A signal transmitted through the communication line 3 and received by the decoding apparatus 2 is divided by a demultiplexer 21 into a speech signal code and a noise code. The speech signal code and the noise code are decoded by a speech decoder 22 and a noise decoder 23, respectively. The decoded signals are level-adjusted by gain circuits or amplifiers 24 and 25, respectively, mixed by an adder 26 and outputted as a reproduced signal that includes a reproduced speech.
The gain circuits 24 and 25 adjust the gain of each of the speech component and the background noise component to maintain the respective signal levels of these components at a predetermined level ratio provided by a level controller 27. The level ratio may be set by a level ratio setting device 28. For example, a person at the reception side, while listening to the reproduced signal, can set the speech signal and the background noise independently to optimize the signal to preferred levels.
Alternatively, a level output of the speech decoder 22 and a level output of the noise decoder 23 may be inputted into the level controller 27 as shown in dashed lines, and the level controller 27 may set the respective gains at the gain circuits 24 and 25 to maintain the ratio of the respective signal levels at the outputs of the gain circuits 24 and 25 a specified value. For example, even when the background noise is large, or the speech signal is small, the level ratio between the speech signal and the background noise can be adjusted to a specified value level.

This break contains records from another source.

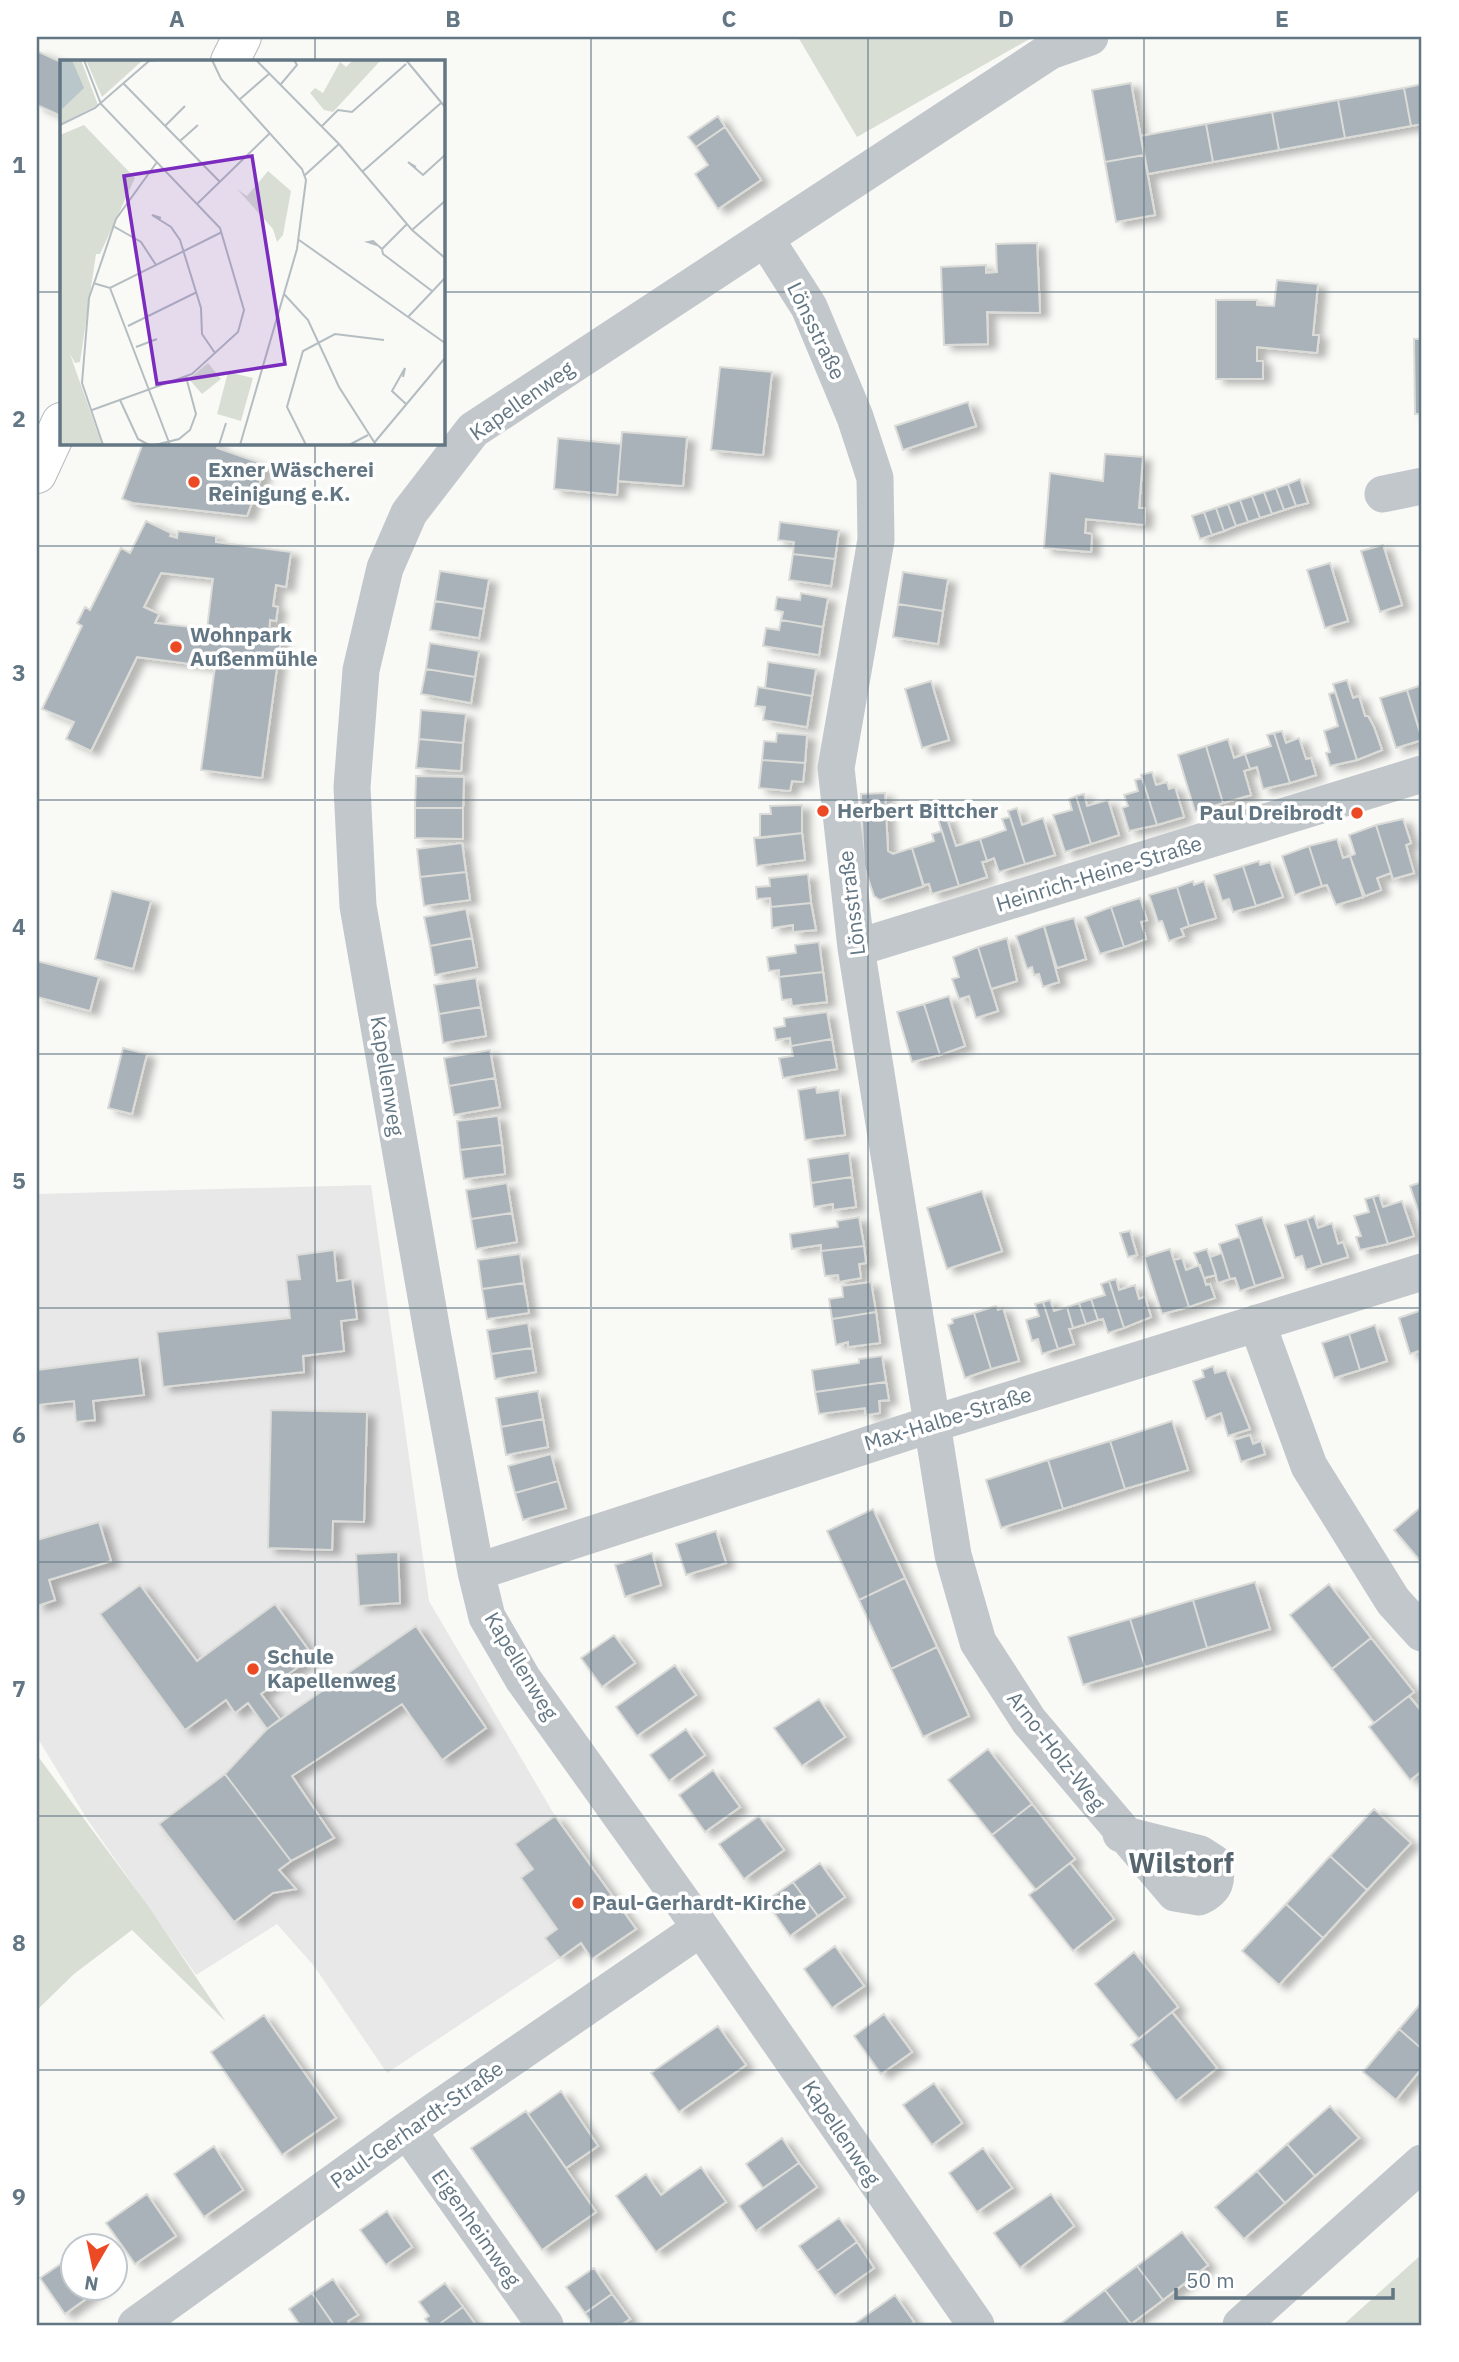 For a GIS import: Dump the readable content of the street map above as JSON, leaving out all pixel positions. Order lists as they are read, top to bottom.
{
  "streets": {
    "street": [
      "Lönsstraße",
      "Kapellenweg",
      "Heinrich-Heine-Straße",
      "Max-Halbe-Straße",
      "Arno-Holz-Weg",
      "Paul-Gerhardt-Straße",
      "Eigenheimweg"
    ]
  },
  "crossings": [
    ["Lönsstraße", "Kapellenweg"],
    ["Lönsstraße", "Heinrich-Heine-Straße"],
    ["Lönsstraße", "Max-Halbe-Straße"],
    ["Lönsstraße", "Arno-Holz-Weg"],
    ["Kapellenweg", "Max-Halbe-Straße"],
    ["Kapellenweg", "Paul-Gerhardt-Straße"],
    ["Max-Halbe-Straße", "Arno-Holz-Weg"],
    ["Paul-Gerhardt-Straße", "Eigenheimweg"]
  ],
  "districts": ["Wilstorf"],
  "places": [
    "Exner Wäscherei Reinigung e.K.",
    "Wohnpark Außenmühle",
    "Herbert Bittcher",
    "Paul Dreibrodt",
    "Schule Kapellenweg",
    "Paul-Gerhardt-Kirche"
  ],
  "scale_bar": "50 m",
  "north": "bottom",
  "grid": {
    "columns": [
      "A",
      "B",
      "C",
      "D",
      "E"
    ],
    "rows": [
      "1",
      "2",
      "3",
      "4",
      "5",
      "6",
      "7",
      "8",
      "9"
    ]
  }
}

FIGS. 5 and 6 show a speech transmission/reception system in accordance with a second embodiment of the present invention which uses an analysis-by-synthesis encoding system. FIG. 5 shows a block diagram of an encoding apparatus, and FIG. 6 shows a block diagram of a decoding apparatus.

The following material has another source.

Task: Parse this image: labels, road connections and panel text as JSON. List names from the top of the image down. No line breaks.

As shown in FIG. 5, an input signal including a speech-signal is provided to a hearing perception weighting filter 51 and a linear predictive coding (LPC) encoder 52. The hearing perception weighting filter 51, based upon its specified masking characteristics, cuts signal components which exist adjacent high frequency components, and which do not affect the hearing perception. An output of the hearing perception weighting filter 51 is supplied to one input terminal of a subtracter 53.
On the other hand, the LPC encoder 52 uses linear-prediction to encode the input signal, based upon the covariance method or autocorrelation method, and then calculates an LPC parameter represented by the pole of an all-pole type synthesis filter. The LPC parameter represents the format frequency. Finally, the LPC encoder 52 outputs an LPC parameter code that specifies the LPC parameter. The LPC parameter code is decoded once by an LPC parameter decoder 54 and provided to a synthesizing filter 55. As described later, a pitch parameter and a noise/nonvoice band signal are also inputted into the synthesizing filter 55. The synthesizing filter 55 mixes them to generate a synthesized tone and outputs the same. The synthesized tone is weighted by a hearing perception weighting filter 56 and compared by the subtracter 53 with an output from the hearing perception weighting filter 51 to obtain an error power. The synthesized tone provided by the synthesizing filter 55 is also inputted into a pitch prediction filter 57, in which pitch information for the minimum error power is extracted. The pitch information is level-adjusted by a level controller 58, encoded by a pitch encoder 59, further decoded by a pitch decoder 60, and then provided to the synthesizing filter 55 as the above-mentioned pitch parameter.
The error power outputted from the subtracter 53 is a signal in which a voice band component has been removed from the inputted speech. Therefore, this signal is inputted into a noise/nonvoice band discriminator 61 to determine whether the signal is noise or a nonvoice band. As an alternative discrimination method, one of the above-described methods using time-variation of a nonvoice band may be used. The signal subjected to the discrimination process in the noise/nonvoice band discriminator 61 is vector-quantized using a codebook 62 wherein an index IDX corresponding to the code vector and a normalization coefficient are obtained. The noise/nonvoice band is decoded once by a codebook decoder 63 based upon the index IDX and the normalization coefficient, level-adjusted by a level controller 64, and then provided to the synthesizing filter 55 as the above-described noise/nonvoice band signal.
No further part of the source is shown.